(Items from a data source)

----------

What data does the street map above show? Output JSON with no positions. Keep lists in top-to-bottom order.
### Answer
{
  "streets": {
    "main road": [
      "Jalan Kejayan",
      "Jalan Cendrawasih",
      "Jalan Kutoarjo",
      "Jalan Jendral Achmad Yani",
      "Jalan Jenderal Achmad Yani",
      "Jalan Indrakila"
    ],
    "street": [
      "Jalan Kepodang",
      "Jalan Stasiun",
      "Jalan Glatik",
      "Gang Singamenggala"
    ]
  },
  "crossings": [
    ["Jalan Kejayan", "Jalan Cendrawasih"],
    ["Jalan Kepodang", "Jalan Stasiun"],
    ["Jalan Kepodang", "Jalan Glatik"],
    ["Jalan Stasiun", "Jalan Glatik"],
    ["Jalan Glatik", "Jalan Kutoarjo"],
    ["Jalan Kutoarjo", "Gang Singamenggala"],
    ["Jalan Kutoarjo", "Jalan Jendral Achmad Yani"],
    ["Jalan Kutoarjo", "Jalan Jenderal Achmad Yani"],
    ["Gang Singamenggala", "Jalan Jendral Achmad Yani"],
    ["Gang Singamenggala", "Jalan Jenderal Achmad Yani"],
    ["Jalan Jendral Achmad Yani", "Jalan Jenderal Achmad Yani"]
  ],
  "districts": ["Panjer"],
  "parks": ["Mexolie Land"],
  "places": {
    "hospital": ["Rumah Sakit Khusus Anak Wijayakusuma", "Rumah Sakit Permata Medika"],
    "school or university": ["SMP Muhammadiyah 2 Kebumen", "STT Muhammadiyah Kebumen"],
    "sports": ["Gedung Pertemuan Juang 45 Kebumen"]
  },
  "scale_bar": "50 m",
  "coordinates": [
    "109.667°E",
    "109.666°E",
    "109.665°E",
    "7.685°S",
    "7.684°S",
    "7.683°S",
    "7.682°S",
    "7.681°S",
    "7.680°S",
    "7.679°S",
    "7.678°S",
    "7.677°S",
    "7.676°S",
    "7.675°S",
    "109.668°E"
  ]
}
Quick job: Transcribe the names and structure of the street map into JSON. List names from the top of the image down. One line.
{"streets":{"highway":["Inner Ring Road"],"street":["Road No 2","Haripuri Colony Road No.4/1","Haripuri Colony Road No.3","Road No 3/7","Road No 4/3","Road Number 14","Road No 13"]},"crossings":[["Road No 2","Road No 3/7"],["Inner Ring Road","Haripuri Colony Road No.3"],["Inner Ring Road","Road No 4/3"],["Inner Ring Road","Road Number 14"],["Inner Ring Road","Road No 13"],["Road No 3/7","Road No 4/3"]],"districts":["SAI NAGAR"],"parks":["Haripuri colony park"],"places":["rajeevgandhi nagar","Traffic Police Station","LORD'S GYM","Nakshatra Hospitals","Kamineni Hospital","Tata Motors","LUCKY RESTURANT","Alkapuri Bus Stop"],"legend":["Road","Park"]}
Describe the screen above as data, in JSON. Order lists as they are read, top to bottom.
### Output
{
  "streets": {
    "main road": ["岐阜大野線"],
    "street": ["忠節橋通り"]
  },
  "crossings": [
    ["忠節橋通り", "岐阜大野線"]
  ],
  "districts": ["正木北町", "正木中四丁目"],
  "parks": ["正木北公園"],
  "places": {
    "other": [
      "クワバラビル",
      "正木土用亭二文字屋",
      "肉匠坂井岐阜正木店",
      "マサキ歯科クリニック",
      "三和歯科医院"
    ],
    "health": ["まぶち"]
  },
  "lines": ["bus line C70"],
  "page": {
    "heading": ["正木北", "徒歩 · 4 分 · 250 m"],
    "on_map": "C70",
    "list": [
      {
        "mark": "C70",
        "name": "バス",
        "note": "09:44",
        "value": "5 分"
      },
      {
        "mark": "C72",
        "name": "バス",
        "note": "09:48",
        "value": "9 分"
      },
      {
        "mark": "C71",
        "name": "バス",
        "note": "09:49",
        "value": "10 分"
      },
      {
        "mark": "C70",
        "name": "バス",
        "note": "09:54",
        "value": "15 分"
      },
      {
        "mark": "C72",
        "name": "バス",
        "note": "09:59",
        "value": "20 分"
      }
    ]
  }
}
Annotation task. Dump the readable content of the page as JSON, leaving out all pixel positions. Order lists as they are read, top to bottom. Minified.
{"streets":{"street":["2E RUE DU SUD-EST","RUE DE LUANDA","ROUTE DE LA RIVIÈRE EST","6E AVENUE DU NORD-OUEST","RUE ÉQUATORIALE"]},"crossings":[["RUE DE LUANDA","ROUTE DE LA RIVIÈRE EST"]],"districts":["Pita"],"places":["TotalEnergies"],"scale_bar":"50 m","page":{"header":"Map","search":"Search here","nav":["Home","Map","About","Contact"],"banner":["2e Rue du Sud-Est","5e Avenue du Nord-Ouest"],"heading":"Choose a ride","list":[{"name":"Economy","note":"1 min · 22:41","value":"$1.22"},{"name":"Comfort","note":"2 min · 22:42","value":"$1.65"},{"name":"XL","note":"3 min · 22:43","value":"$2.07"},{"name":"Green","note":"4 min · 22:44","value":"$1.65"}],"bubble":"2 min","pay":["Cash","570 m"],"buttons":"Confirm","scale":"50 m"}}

----------

-- What you will do --
An exact reproduction of all the entries, complete to the last line, is needed.

-- Result for this task --
What data does the street map above show? Output JSON with no positions. Keep lists in top-to-bottom order.
### Answer
{
  "streets": {
    "main road": [
      "Jalan Kejayan",
      "Jalan Cendrawasih",
      "Jalan Kutoarjo",
      "Jalan Jendral Achmad Yani",
      "Jalan Jenderal Achmad Yani",
      "Jalan Indrakila"
    ],
    "street": [
      "Jalan Kepodang",
      "Jalan Stasiun",
      "Jalan Glatik",
      "Gang Singamenggala"
    ]
  },
  "crossings": [
    ["Jalan Kejayan", "Jalan Cendrawasih"],
    ["Jalan Kepodang", "Jalan Stasiun"],
    ["Jalan Kepodang", "Jalan Glatik"],
    ["Jalan Stasiun", "Jalan Glatik"],
    ["Jalan Glatik", "Jalan Kutoarjo"],
    ["Jalan Kutoarjo", "Gang Singamenggala"],
    ["Jalan Kutoarjo", "Jalan Jendral Achmad Yani"],
    ["Jalan Kutoarjo", "Jalan Jenderal Achmad Yani"],
    ["Gang Singamenggala", "Jalan Jendral Achmad Yani"],
    ["Gang Singamenggala", "Jalan Jenderal Achmad Yani"],
    ["Jalan Jendral Achmad Yani", "Jalan Jenderal Achmad Yani"]
  ],
  "districts": ["Panjer"],
  "parks": ["Mexolie Land"],
  "places": {
    "hospital": ["Rumah Sakit Khusus Anak Wijayakusuma", "Rumah Sakit Permata Medika"],
    "school or university": ["SMP Muhammadiyah 2 Kebumen", "STT Muhammadiyah Kebumen"],
    "sports": ["Gedung Pertemuan Juang 45 Kebumen"]
  },
  "scale_bar": "50 m",
  "coordinates": [
    "109.667°E",
    "109.666°E",
    "109.665°E",
    "7.685°S",
    "7.684°S",
    "7.683°S",
    "7.682°S",
    "7.681°S",
    "7.680°S",
    "7.679°S",
    "7.678°S",
    "7.677°S",
    "7.676°S",
    "7.675°S",
    "109.668°E"
  ]
}
Quick job: Transcribe the names and structure of the street map into JSON. List names from the top of the image down. One line.
{"streets":{"highway":["Inner Ring Road"],"street":["Road No 2","Haripuri Colony Road No.4/1","Haripuri Colony Road No.3","Road No 3/7","Road No 4/3","Road Number 14","Road No 13"]},"crossings":[["Road No 2","Road No 3/7"],["Inner Ring Road","Haripuri Colony Road No.3"],["Inner Ring Road","Road No 4/3"],["Inner Ring Road","Road Number 14"],["Inner Ring Road","Road No 13"],["Road No 3/7","Road No 4/3"]],"districts":["SAI NAGAR"],"parks":["Haripuri colony park"],"places":["rajeevgandhi nagar","Traffic Police Station","LORD'S GYM","Nakshatra Hospitals","Kamineni Hospital","Tata Motors","LUCKY RESTURANT","Alkapuri Bus Stop"],"legend":["Road","Park"]}
Describe the screen above as data, in JSON. Order lists as they are read, top to bottom.
### Output
{
  "streets": {
    "main road": ["岐阜大野線"],
    "street": ["忠節橋通り"]
  },
  "crossings": [
    ["忠節橋通り", "岐阜大野線"]
  ],
  "districts": ["正木北町", "正木中四丁目"],
  "parks": ["正木北公園"],
  "places": {
    "other": [
      "クワバラビル",
      "正木土用亭二文字屋",
      "肉匠坂井岐阜正木店",
      "マサキ歯科クリニック",
      "三和歯科医院"
    ],
    "health": ["まぶち"]
  },
  "lines": ["bus line C70"],
  "page": {
    "heading": ["正木北", "徒歩 · 4 分 · 250 m"],
    "on_map": "C70",
    "list": [
      {
        "mark": "C70",
        "name": "バス",
        "note": "09:44",
        "value": "5 分"
      },
      {
        "mark": "C72",
        "name": "バス",
        "note": "09:48",
        "value": "9 分"
      },
      {
        "mark": "C71",
        "name": "バス",
        "note": "09:49",
        "value": "10 分"
      },
      {
        "mark": "C70",
        "name": "バス",
        "note": "09:54",
        "value": "15 分"
      },
      {
        "mark": "C72",
        "name": "バス",
        "note": "09:59",
        "value": "20 分"
      }
    ]
  }
}
Annotation task. Dump the readable content of the page as JSON, leaving out all pixel positions. Order lists as they are read, top to bottom. Minified.
{"streets":{"street":["2E RUE DU SUD-EST","RUE DE LUANDA","ROUTE DE LA RIVIÈRE EST","6E AVENUE DU NORD-OUEST","RUE ÉQUATORIALE"]},"crossings":[["RUE DE LUANDA","ROUTE DE LA RIVIÈRE EST"]],"districts":["Pita"],"places":["TotalEnergies"],"scale_bar":"50 m","page":{"header":"Map","search":"Search here","nav":["Home","Map","About","Contact"],"banner":["2e Rue du Sud-Est","5e Avenue du Nord-Ouest"],"heading":"Choose a ride","list":[{"name":"Economy","note":"1 min · 22:41","value":"$1.22"},{"name":"Comfort","note":"2 min · 22:42","value":"$1.65"},{"name":"XL","note":"3 min · 22:43","value":"$2.07"},{"name":"Green","note":"4 min · 22:44","value":"$1.65"}],"bubble":"2 min","pay":["Cash","570 m"],"buttons":"Confirm","scale":"50 m"}}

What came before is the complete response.